The humble carrot is not always the highlight of most recipes, but this orange (and sometimes white, yellow or purple) vegetable has a lot to brag about.
Carrots are part of the Umbelliferae family along with celery, parsnips, fennel, and anise. These savory vegetables add great flavor to several dishes. Research suggests that eating more vegetables containing beta carotene, such as carrots, can help reduce the risk of prostate cancer. 1
Carrots are also known for their prevention of heart disease. A large Dutch study including over 20,000 men and women found that eating just ½ a carrot a day reduced the risk of heart disease by 32%!2 Carrots are not only nutritious, they’re also inexpensive and versatile. Below are a dozen ways to enjoy them!
- Add shredded carrots to quick bread or smoothies. It’s an easy way to sneak them into food.
- Carrot raisin salad. Carrots are naturally sweet and pair nicely with raisins, pineapple and light dressing. Combine 4 cups shredded carrots with ¾ cup golden or dark raisins and ½ cup fresh or canned pineapple. Whisk together ¼ cup light mayonnaise, 2 Tbsp. lemon juice with 2 Tbsp. honey. Toss shredded carrots, raisins, and pineapple in dressing.
- Roasted carrots. Preheat oven to 400 degrees. Slice clean carrots lengthwise and cut into 4” pieces. Place them on a parchment paper-lined baking sheet. Brush them with olive oil then dust them with cinnamon, cumin, and seasoned salt. Roast for 20 to 25 minutes until tender.

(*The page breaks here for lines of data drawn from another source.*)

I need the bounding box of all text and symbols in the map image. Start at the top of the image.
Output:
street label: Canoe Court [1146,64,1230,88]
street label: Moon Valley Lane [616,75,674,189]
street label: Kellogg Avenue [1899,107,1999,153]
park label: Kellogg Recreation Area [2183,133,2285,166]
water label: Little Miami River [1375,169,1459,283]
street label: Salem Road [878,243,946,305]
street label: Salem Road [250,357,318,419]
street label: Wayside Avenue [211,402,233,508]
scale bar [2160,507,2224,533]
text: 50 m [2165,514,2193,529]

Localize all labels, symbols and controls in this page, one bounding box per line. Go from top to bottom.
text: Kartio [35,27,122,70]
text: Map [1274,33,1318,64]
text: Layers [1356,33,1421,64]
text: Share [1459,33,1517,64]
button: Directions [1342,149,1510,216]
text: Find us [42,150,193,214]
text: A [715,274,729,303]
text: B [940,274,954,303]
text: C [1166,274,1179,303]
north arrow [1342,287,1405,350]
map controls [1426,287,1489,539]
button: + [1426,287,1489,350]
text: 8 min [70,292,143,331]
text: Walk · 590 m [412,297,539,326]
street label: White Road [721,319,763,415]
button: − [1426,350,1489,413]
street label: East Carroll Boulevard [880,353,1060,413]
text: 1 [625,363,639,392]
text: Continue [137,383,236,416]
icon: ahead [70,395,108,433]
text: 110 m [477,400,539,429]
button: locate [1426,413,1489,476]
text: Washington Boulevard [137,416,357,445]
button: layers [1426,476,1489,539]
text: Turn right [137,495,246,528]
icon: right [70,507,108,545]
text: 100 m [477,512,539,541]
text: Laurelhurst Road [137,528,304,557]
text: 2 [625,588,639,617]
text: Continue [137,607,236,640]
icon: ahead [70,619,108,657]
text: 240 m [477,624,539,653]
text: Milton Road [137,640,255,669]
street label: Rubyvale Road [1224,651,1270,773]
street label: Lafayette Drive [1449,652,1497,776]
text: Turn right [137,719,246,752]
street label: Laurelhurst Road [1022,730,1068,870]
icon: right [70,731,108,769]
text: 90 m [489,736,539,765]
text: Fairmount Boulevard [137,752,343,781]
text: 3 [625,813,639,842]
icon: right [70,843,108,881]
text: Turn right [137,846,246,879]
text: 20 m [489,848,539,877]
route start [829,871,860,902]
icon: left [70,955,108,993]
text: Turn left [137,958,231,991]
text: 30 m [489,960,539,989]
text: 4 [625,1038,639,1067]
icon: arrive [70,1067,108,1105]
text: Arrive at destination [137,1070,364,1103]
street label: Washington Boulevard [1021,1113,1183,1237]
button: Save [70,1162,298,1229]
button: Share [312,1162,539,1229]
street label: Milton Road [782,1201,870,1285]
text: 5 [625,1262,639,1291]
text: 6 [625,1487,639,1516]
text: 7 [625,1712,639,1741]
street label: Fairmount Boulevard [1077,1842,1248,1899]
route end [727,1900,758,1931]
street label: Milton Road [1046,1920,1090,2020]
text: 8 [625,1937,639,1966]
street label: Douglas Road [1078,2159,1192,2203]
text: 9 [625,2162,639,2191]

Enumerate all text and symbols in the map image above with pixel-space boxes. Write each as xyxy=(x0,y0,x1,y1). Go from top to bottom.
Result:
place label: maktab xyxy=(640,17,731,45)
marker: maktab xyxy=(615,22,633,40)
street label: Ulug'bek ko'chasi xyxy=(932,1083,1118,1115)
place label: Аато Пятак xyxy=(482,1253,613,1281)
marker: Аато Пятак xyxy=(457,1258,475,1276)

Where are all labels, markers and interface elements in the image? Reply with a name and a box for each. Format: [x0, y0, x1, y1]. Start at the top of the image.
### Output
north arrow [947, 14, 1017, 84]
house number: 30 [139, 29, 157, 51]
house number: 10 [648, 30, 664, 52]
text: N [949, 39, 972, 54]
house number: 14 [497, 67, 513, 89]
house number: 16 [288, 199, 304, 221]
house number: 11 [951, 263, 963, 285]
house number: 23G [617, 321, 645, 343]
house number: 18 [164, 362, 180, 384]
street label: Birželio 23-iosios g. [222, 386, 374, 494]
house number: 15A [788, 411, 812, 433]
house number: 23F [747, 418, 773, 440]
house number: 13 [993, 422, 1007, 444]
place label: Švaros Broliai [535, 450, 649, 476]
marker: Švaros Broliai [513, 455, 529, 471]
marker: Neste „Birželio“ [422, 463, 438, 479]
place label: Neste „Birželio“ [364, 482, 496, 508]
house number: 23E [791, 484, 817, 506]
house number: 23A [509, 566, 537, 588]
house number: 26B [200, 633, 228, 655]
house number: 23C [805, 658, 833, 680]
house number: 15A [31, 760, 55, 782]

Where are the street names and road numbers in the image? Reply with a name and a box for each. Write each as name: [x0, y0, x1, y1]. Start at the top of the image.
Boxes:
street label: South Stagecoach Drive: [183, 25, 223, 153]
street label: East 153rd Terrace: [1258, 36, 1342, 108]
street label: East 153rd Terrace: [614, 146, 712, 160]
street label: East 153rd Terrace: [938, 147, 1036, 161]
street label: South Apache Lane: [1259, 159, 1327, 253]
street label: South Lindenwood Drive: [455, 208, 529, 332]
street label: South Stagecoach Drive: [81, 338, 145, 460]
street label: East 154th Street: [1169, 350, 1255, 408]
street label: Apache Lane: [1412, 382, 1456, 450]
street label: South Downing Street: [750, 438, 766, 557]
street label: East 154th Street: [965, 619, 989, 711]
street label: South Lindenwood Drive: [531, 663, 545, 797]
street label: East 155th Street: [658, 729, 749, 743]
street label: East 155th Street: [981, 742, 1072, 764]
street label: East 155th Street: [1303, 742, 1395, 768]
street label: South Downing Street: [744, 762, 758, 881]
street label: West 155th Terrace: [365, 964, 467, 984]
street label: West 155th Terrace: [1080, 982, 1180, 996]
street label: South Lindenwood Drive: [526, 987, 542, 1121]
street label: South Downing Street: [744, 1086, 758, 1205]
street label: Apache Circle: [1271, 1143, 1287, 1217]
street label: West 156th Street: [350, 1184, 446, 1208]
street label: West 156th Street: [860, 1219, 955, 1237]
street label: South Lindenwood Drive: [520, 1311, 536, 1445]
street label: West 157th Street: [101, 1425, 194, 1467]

- Add diced carrots to soup, stew, or chili for color, flavor, and texture.
- Enjoy raw carrots with hummus, baba ganoush, or yogurt dip.
- Add shredded carrots to tossed salads or pasta salads.
- Cut carrots into matchsticks and add to your favorite stir-fries. Their beautiful color and texture are great in several dishes.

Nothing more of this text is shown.